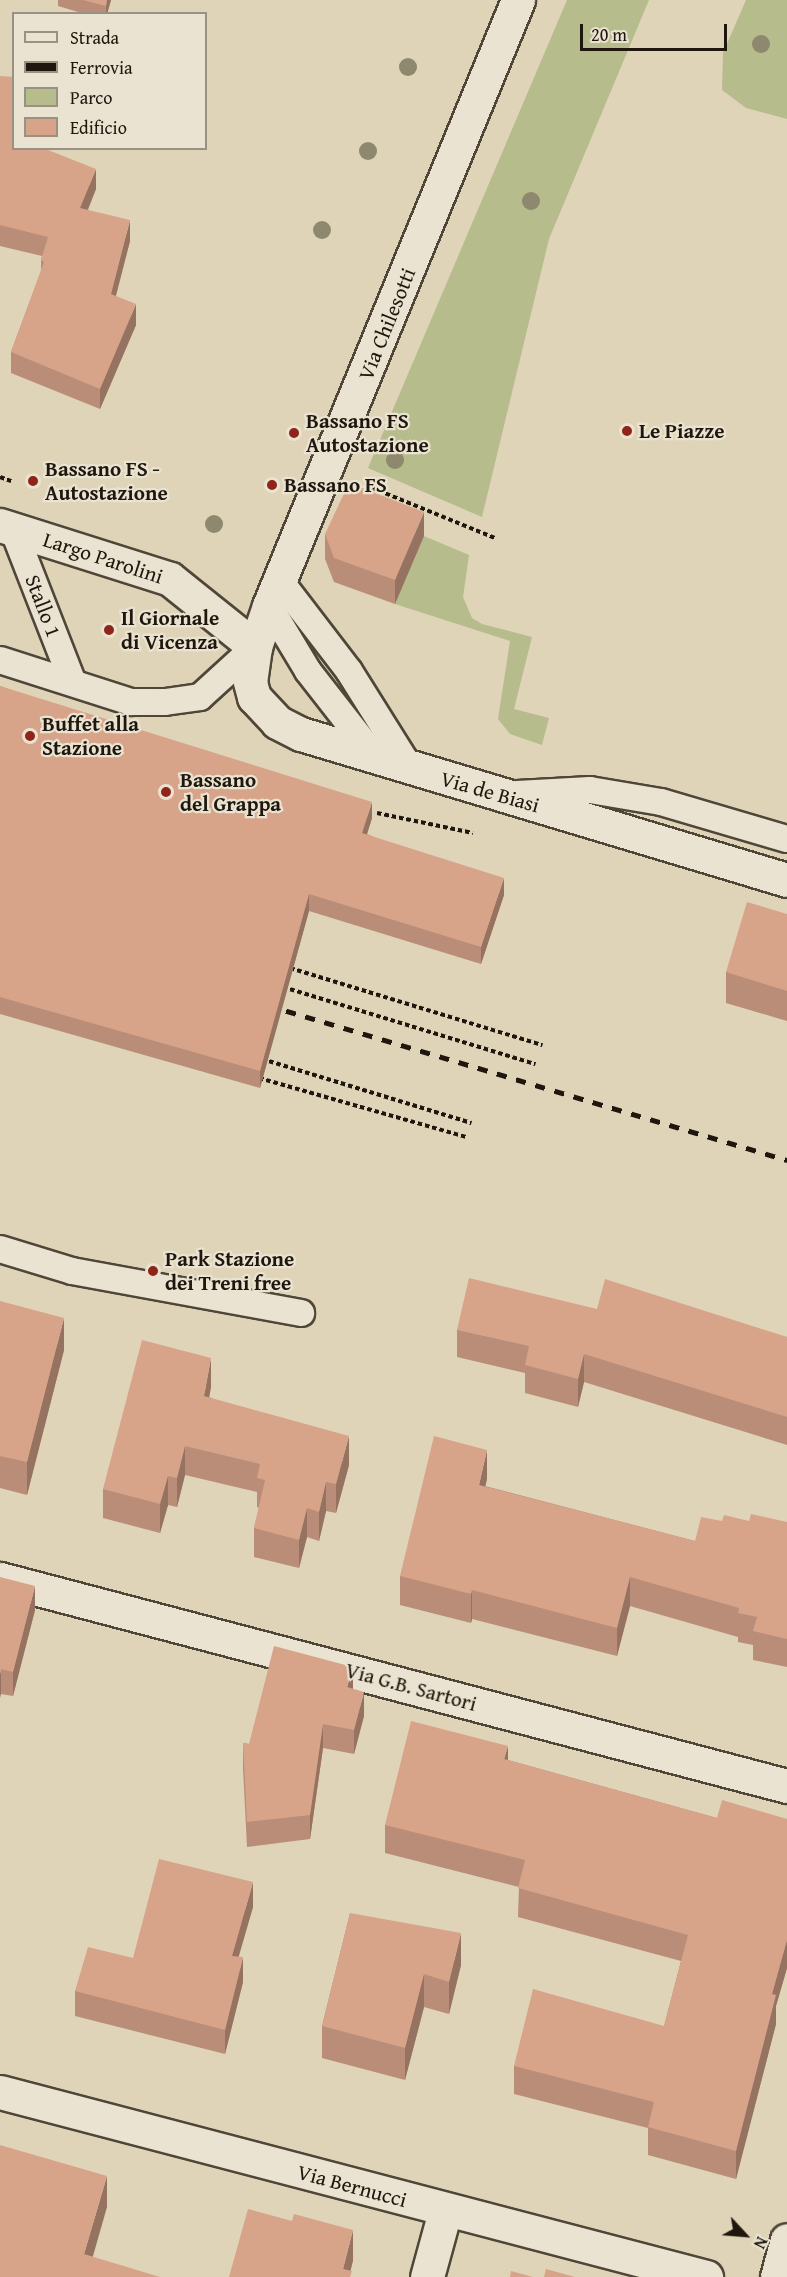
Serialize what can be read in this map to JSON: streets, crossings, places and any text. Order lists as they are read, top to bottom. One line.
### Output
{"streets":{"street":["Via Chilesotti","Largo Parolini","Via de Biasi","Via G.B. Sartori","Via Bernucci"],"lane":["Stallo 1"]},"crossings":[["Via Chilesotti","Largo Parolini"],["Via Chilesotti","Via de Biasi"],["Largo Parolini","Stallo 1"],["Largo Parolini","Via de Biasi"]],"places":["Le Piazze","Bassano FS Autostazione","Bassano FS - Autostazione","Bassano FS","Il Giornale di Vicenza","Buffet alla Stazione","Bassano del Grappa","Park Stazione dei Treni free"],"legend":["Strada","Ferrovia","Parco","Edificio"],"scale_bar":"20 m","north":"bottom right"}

* **Exercise**
Give the listing again word for word, without its images.

* **Expected answer**
Serialize what can be read in this map to JSON: streets, crossings, places and any text. Order lists as they are read, top to bottom. One line.
### Output
{"streets":{"street":["Via Chilesotti","Largo Parolini","Via de Biasi","Via G.B. Sartori","Via Bernucci"],"lane":["Stallo 1"]},"crossings":[["Via Chilesotti","Largo Parolini"],["Via Chilesotti","Via de Biasi"],["Largo Parolini","Stallo 1"],["Largo Parolini","Via de Biasi"]],"places":["Le Piazze","Bassano FS Autostazione","Bassano FS - Autostazione","Bassano FS","Il Giornale di Vicenza","Buffet alla Stazione","Bassano del Grappa","Park Stazione dei Treni free"],"legend":["Strada","Ferrovia","Parco","Edificio"],"scale_bar":"20 m","north":"bottom right"}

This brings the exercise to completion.